Querido Gran Amor:
Esta carta quizá no logre
contener mi emociones y por eso intentaré hablarte de lo que me pasa, lograr
abrir tu corazón y que te hagas una idea de lo que siento… lo que siento por
ti.
Quisiera ser un poco más valiente
y tener ese gran don para darte un gran discurso, para romper las leyes de la razón,
agitar un poco la locura, para poder esfumar todos tus miedos y hacerte una
persona más impulsiva.
Sé que no soy buena para las palabras,
lo mío es escribir cobardemente... Por lo que solo quiero expresarme, desahogarme….
Que solo leas esto, ahora que voy a empezar a olvidarte.
Para recorrer este largo camino,
debo alejarme y esperar, quizá no sea la solución a mis males… Pero en algo
debe de ayudar…
La distancia y el tiempo son
crueles… los efectos van algo lentos y yo todavía quiero volver a verte.
Yo sé que nunca podré ser la
persona por la que todo darás y mucho menos a la que amarás, hice todo esfuerzo
posible porque te interesaras en mí, buscando excusas y situaciones, aunque
nada pareció funcionar. Quería regalarte
mi mundo, un mundo parecido a ti, hecho para ti… Tal vez con mucho sarcasmo y
un poco al revés, donde sonrieras cada día y fueras más feliz, donde te
sintieras libre… Y si algún día te pesaran los pasos, contaras conmigo para
ayudarte a volar, pero para ti, eso no fue suficiente y me vi obligada a
renunciar… Y así, poco a poco, perdí las fuerzas para luchar por ti y tu felicidad,
pero no te culpo, no soy lo que realmente esperas, no lleno tus expectativas,
aunque yo no puedo dejar de preguntarme ¿Por qué solo TU llenas las mías?.
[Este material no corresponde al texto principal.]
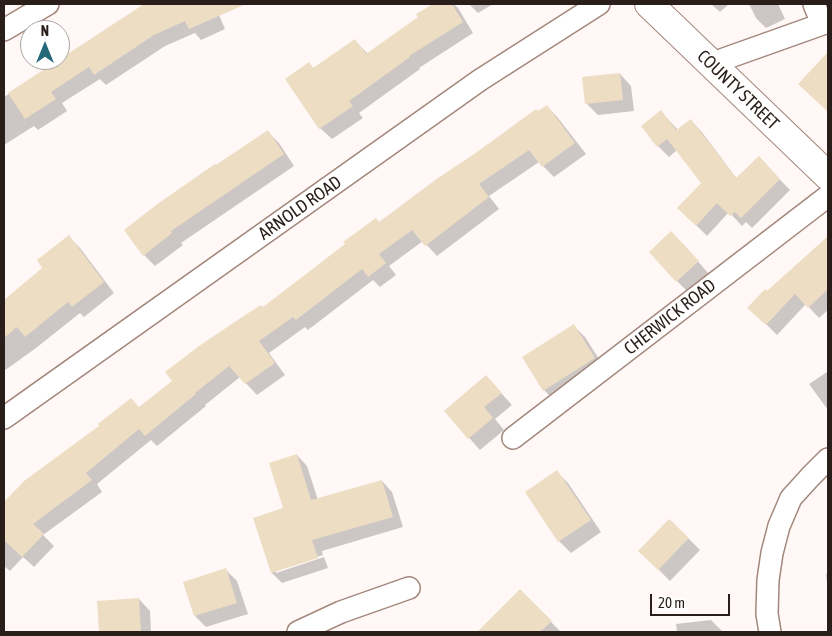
<!DOCTYPE html>
<style>
body{margin:0}
#map{position:relative;width:832px;height:636px;overflow:hidden;background:#fff8f6;font-family:"Asap Condensed",sans-serif}
canvas{display:block}
.frame{position:absolute;inset:0;border:5px solid #291e1a;pointer-events:none}
.north{position:absolute;left:20px;top:20px;width:50px;height:50px;box-sizing:border-box;background:#fff;border:1px solid #a9a5a3;border-radius:50%;rotate:0deg;font-size:14px;font-weight:700;line-height:20px;text-align:center;color:#291e1a}
.north::after{content:'';display:block;margin:auto;width:18px;height:22px;background:#25687a;clip-path:polygon(50% 0,100% 100%,50% 72%,0 100%)}
.scale{position:absolute;left:650px;top:594px;width:80px;height:22px;box-sizing:border-box;border:2px solid #291e1a;border-top:0;padding-left:6px;font-size:15px;line-height:18px;white-space:nowrap;color:#291e1a;-webkit-text-stroke:4px #fff;paint-order:stroke}
</style>
<div id="map">
<canvas width="832" height="636"></canvas>
<div class="frame"></div>
<div class="north">N</div>
<div class="scale">20 m</div>
</div>
<script>
const ctx = document.querySelector('canvas').getContext('2d');
ctx.lineJoin = 'round';
function paint(path, color) { ctx.fillStyle = color; ctx.fill(path, 'evenodd'); }
const poly = rows => new Path2D(rows.map(r => 'M' + r).join(''));
function strokePath(path, color, width, dash) { ctx.strokeStyle = color; ctx.lineWidth = width; ctx.lineCap = dash ? 'butt' : 'round'; ctx.setLineDash(dash || []); ctx.stroke(path); }
function label(font, color, halo, rows, align = 'center') {
  ctx.font = font + ' "Asap Condensed",sans-serif'; ctx.lineWidth = 4; ctx.setLineDash([]); ctx.textBaseline = 'middle'; ctx.strokeStyle = halo; ctx.fillStyle = color; for (const [text, x, y, turn = 0] of rows) {
    ctx.save(); ctx.translate(x, y); ctx.rotate((+turn || 0) * Math.PI / 180); ctx.textAlign = isNaN(turn) ? turn : align; if (halo) ctx.strokeText(text, 0, 0); ctx.fillText(text, 0, 0); ctx.restore();
  }
}
paint(poly([
 [153,4,211,4,217,10,225,29,201,40,195,33,165,46,106,85,100,79,62,103,67,111,38,130,34,126,4,145,4,97,133,12],
 [436,4,453,4,458,8,473,33,419,68,420,69,359,113,363,118,332,139,320,128,309,64,314,69,354,40,368,54,420,18,418,14],
 [469,4,493,4,478,13],
 [711,4,729,4,720,12],
 [749,4,778,4,785,19,766,28,756,18],
 [828,53,828,111,800,84],
 [620,74,631,86,634,111,598,115,587,104],
 [547,106,558,118,586,154,554,177,539,162,489,196,499,209,437,256,423,241,389,266,396,275,380,287,373,280,308,330,305,327,269,353,285,375,257,395,240,377,205,405,206,406,157,446,151,440,97,484,102,492,43,535,54,546,34,567,23,557,10,571,4,566,4,524,6,522,4,520,4,504,25,482,140,408,263,308,379,224],
 [661,112,678,130,691,121,701,131,737,179,759,158,790,190,752,228,746,222,742,226,729,212,707,236,679,208,702,183,677,150,669,157,658,146],
 [268,132,279,143,294,166,181,243,183,245,155,266,144,255],
 [69,237,80,248,114,293,84,317,80,313,36,348,4,371,4,305,20,292,44,268],
 [828,238,828,310,819,318,806,304,777,335,760,318,767,292],
 [683,244,709,274,688,292,677,281],
 [574,326,585,337,606,370,555,401,544,390],
 [827,372,828,373,828,410,809,384],
 [486,376,512,405,495,419,504,430,480,450,445,411],
 [297,455,307,466,318,500,382,481,392,492,403,527,322,551,323,555,276,570,276,573,324,557,328,568,282,583,272,573,255,518,285,509],
 [557,472,568,483,601,532,571,553,559,541,527,492],
 [670,520,700,550,670,581,640,551],
 [226,570,237,581,248,614,206,627,195,616],
 [826,574,828,574,828,593,828,592],
 [520,591,561,632,478,632],
 [139,599,150,611,151,632,100,632,98,602],
 [711,620,723,632,677,632,676,624]
]), '#0003');
paint(poly([
 [144,4,246,4,189,29,185,21,154,35,94,75,89,67,51,92,56,99,25,119,8,93],
 [433,4,452,4,463,22,409,56,410,57,349,101,353,106,319,129,285,79,309,62,313,68,355,39,366,54,418,17,416,14],
 [828,52,828,112,798,84],
 [620,73,623,100,585,104,582,77],
 [547,105,575,143,542,167,529,150,479,184,489,197,425,246,412,230,379,254,386,263,368,277,362,269,296,320,293,317,259,341,275,363,245,384,229,366,195,393,196,394,145,436,139,429,86,473,92,480,33,524,44,534,22,557,4,540,4,502,24,481,99,426,98,424,131,398,139,407,172,381,165,372,199,346,245,315,261,305,263,307,345,244,343,242,376,218,379,222,438,178,477,152,536,109,538,111],
 [661,110,676,130,691,119,736,178,759,156,780,179,741,218,735,212,730,216,717,203,696,226,677,208,701,183,667,139,657,147,641,126],
 [268,130,284,154,171,231,172,233,143,256,124,230,156,205,215,164,216,165],
 [671,231,699,261,676,282,649,252],
 [69,235,104,282,72,307,68,302,25,337,17,327,4,338,4,300,42,268,37,260],
 [828,236,828,289,808,308,795,294,766,325,747,308,765,289,767,291],
 [574,324,595,358,543,391,522,357],
 [486,375,502,393,484,407,493,418,468,439,444,411],
 [297,454,311,500,382,480,393,517,312,540,318,558,271,573,253,518,283,508,269,463],
 [557,470,591,520,558,542,525,492],
 [669,519,689,538,658,570,638,551],
 [226,568,237,603,194,616,183,582],
 [520,589,552,621,540,632,477,632],
 [139,598,141,632,99,632,97,601]
]), '#edddc3');
const minor = poly([
 [814,4,822,24],
 [4,30,48,4],
 [710,64,828,22],
 [4,418,480,80,599,4],
 [513,438,828,196],
 [298,632,341,612,409,588],
 [770,632,767,614,768,580,772,553,779,526,791,498,811,476,828,459]
]);
const secondary = poly([
 [649,4,828,176]
]);
strokePath(minor, '#a3877c', 24);
strokePath(secondary, '#a3877c', 30);
strokePath(minor, '#fff', 21);
strokePath(secondary, '#fff', 28);
label('18px', '#291e1a', '#fff', [
 ["COUNTY STREET",738,90,44],
 ["ARNOLD ROAD",300,208,-35],
 ["CHERWICK ROAD",670,317,-38]
]);
</script>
Si, lo acepto… el error fue mío, por quererte cada día mas,
por hacer crecer mis sueños y esperanzas de una simple mirada, una dulce
sonrisa y de un sincero “te quiero”. Aún recuerdo esos días, cada detalle, cada
palabra; las que tal vez no tienen ningún valor o significado para ti.
Hoy me peleo con mis decisiones,
fue duro el trayecto; corté relaciones con el amor. Siempre fui una optimista
con ese tema, y en todo caso, gracias por volverme a la realidad; de que el
amor no es para todos y tal vez la solución, sea dejar de esperar.
Sonará raro esto, pero yo una vez
me enamoré; viví la hermosa sensación de ser feliz a través de otra persona, de
dar todo a cambio de una bella sonrisa. Hoy se me hace difícil luchar contra
mis miedos, de pensar que no voy a volver a encontrar una persona como tú que
me haga sentir, luchar contra la impotencia que me produce haberla encontrado y
tener que aceptar que no es para mí.
Quedaron muchas palabras por
decir al aire, mismas que aun mantengo la esperanza de poder decir y olvidando
los prejuicios, las puedas oír. Esas mismas esperanzas son las que me ayudan a
mostrar una sonrisa espontánea y alegre, que oculta el dolor que me causaste… Ese
dolor que espero nunca te ocasionen.
Sé que crearas una vida sin mí a
tu lado, pero no importa… Tú te perderás un amor sincero y yo la oportunidad de
demostrarte lo que por ti yo siento.
Todo se acabó, soy una persona y
el primer paso es decir el adiós definitivo, al que será probablemente mi mayor
historia de amor no correspondido. Hoy comienzo a olvidar, acomodar mi corazón y
volverte al lugar de una persona normal.
Por un momento tendrás a esta
tonta enamorada, pero algún día me cansaré de esperarte y ese será el gran final,
te amo y lo seguiré haciendo… Pero a medida que pase el tiempo, mi corazón podrá
olvidar y esta carta la última en recordar.
Y si esta carta llegase a
parecerte demasiado, perdóname por ofrecerte lo mejor de mi vida, por darte lo
mejor de mí… Perdón si me he equivocado, la verdad, todo fue sin querer… Perdóname
por creer que eras tú la persona indicada.